─── Exercise material ───

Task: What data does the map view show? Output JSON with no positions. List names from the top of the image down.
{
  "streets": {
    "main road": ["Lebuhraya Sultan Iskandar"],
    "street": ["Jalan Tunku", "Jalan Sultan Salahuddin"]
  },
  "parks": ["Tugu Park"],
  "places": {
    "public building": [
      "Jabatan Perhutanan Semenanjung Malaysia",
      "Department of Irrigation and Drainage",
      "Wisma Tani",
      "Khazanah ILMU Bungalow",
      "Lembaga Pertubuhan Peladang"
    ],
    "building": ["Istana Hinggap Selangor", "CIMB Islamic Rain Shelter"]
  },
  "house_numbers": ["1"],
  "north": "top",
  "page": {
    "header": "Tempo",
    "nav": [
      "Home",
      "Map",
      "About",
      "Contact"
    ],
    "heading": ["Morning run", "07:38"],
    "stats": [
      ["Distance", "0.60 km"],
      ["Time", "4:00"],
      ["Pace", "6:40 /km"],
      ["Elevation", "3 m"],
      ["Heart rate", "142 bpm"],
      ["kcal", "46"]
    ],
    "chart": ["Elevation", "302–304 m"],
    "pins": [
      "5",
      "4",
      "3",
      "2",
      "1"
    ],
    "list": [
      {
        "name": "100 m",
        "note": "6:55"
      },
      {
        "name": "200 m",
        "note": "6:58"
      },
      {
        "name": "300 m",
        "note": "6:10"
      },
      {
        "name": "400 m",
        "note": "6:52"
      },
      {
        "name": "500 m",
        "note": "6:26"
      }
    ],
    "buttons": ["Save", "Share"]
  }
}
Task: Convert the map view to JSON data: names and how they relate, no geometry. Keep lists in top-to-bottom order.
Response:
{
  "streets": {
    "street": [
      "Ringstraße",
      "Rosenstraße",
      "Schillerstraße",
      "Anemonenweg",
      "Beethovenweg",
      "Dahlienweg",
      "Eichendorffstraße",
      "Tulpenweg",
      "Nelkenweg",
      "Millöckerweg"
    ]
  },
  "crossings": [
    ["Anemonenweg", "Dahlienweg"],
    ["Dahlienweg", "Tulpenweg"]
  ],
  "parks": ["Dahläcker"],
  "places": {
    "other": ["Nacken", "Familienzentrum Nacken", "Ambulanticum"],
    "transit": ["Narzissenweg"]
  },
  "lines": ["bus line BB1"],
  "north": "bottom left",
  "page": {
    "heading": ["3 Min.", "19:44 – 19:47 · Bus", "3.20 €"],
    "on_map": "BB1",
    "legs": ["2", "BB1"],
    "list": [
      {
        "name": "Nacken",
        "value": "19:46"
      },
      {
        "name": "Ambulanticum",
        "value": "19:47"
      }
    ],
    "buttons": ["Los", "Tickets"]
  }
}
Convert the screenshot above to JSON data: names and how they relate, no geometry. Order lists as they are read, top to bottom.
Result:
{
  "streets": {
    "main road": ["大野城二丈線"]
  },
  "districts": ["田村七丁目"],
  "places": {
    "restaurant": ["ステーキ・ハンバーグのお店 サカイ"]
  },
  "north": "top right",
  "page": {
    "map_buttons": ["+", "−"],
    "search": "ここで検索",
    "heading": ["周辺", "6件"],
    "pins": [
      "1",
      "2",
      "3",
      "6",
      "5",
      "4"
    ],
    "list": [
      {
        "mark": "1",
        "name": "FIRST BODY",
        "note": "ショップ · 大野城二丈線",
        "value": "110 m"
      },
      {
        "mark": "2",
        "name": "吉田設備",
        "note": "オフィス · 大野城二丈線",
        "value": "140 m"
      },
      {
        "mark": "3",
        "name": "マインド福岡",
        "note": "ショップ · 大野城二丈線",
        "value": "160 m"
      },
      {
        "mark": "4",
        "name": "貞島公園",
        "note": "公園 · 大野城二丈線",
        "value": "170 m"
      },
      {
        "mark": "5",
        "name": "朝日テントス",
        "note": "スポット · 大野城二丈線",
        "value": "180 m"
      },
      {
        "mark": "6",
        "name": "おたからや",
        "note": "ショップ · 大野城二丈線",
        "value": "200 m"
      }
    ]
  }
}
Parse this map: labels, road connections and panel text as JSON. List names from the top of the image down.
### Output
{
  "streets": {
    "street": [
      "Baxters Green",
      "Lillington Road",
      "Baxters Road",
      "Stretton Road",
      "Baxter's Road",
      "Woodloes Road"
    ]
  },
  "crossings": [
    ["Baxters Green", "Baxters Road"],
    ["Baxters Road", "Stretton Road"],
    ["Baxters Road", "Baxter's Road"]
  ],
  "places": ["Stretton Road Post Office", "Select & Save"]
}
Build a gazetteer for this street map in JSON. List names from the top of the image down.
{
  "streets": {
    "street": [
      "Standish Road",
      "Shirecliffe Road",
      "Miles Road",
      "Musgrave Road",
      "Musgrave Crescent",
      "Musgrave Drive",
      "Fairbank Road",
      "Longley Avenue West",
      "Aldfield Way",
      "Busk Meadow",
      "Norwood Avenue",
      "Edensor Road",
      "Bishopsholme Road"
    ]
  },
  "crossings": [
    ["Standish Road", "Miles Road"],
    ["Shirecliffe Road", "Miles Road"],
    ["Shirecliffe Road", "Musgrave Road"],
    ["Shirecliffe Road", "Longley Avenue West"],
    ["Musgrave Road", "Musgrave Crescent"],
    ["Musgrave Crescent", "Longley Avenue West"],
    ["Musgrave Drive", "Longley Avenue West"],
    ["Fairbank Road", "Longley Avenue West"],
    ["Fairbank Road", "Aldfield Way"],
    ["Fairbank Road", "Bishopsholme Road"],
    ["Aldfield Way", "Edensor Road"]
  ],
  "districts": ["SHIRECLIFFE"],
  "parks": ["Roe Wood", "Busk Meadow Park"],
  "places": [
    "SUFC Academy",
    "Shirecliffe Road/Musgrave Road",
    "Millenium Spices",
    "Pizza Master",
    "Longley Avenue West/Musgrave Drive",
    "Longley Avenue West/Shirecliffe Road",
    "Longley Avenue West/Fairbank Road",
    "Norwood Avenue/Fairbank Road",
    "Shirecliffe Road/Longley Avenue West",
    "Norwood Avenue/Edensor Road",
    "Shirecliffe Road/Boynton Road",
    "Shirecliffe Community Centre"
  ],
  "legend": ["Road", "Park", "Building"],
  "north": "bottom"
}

───

**Assigned task:**
Each line from the one containing "Parse this map: labels, road" to the end of the entries above should be copied exactly, and no other line.

**Answer to this exercise:**
Parse this map: labels, road connections and panel text as JSON. List names from the top of the image down.
### Output
{
  "streets": {
    "street": [
      "Baxters Green",
      "Lillington Road",
      "Baxters Road",
      "Stretton Road",
      "Baxter's Road",
      "Woodloes Road"
    ]
  },
  "crossings": [
    ["Baxters Green", "Baxters Road"],
    ["Baxters Road", "Stretton Road"],
    ["Baxters Road", "Baxter's Road"]
  ],
  "places": ["Stretton Road Post Office", "Select & Save"]
}
Build a gazetteer for this street map in JSON. List names from the top of the image down.
{
  "streets": {
    "street": [
      "Standish Road",
      "Shirecliffe Road",
      "Miles Road",
      "Musgrave Road",
      "Musgrave Crescent",
      "Musgrave Drive",
      "Fairbank Road",
      "Longley Avenue West",
      "Aldfield Way",
      "Busk Meadow",
      "Norwood Avenue",
      "Edensor Road",
      "Bishopsholme Road"
    ]
  },
  "crossings": [
    ["Standish Road", "Miles Road"],
    ["Shirecliffe Road", "Miles Road"],
    ["Shirecliffe Road", "Musgrave Road"],
    ["Shirecliffe Road", "Longley Avenue West"],
    ["Musgrave Road", "Musgrave Crescent"],
    ["Musgrave Crescent", "Longley Avenue West"],
    ["Musgrave Drive", "Longley Avenue West"],
    ["Fairbank Road", "Longley Avenue West"],
    ["Fairbank Road", "Aldfield Way"],
    ["Fairbank Road", "Bishopsholme Road"],
    ["Aldfield Way", "Edensor Road"]
  ],
  "districts": ["SHIRECLIFFE"],
  "parks": ["Roe Wood", "Busk Meadow Park"],
  "places": [
    "SUFC Academy",
    "Shirecliffe Road/Musgrave Road",
    "Millenium Spices",
    "Pizza Master",
    "Longley Avenue West/Musgrave Drive",
    "Longley Avenue West/Shirecliffe Road",
    "Longley Avenue West/Fairbank Road",
    "Norwood Avenue/Fairbank Road",
    "Shirecliffe Road/Longley Avenue West",
    "Norwood Avenue/Edensor Road",
    "Shirecliffe Road/Boynton Road",
    "Shirecliffe Community Centre"
  ],
  "legend": ["Road", "Park", "Building"],
  "north": "bottom"
}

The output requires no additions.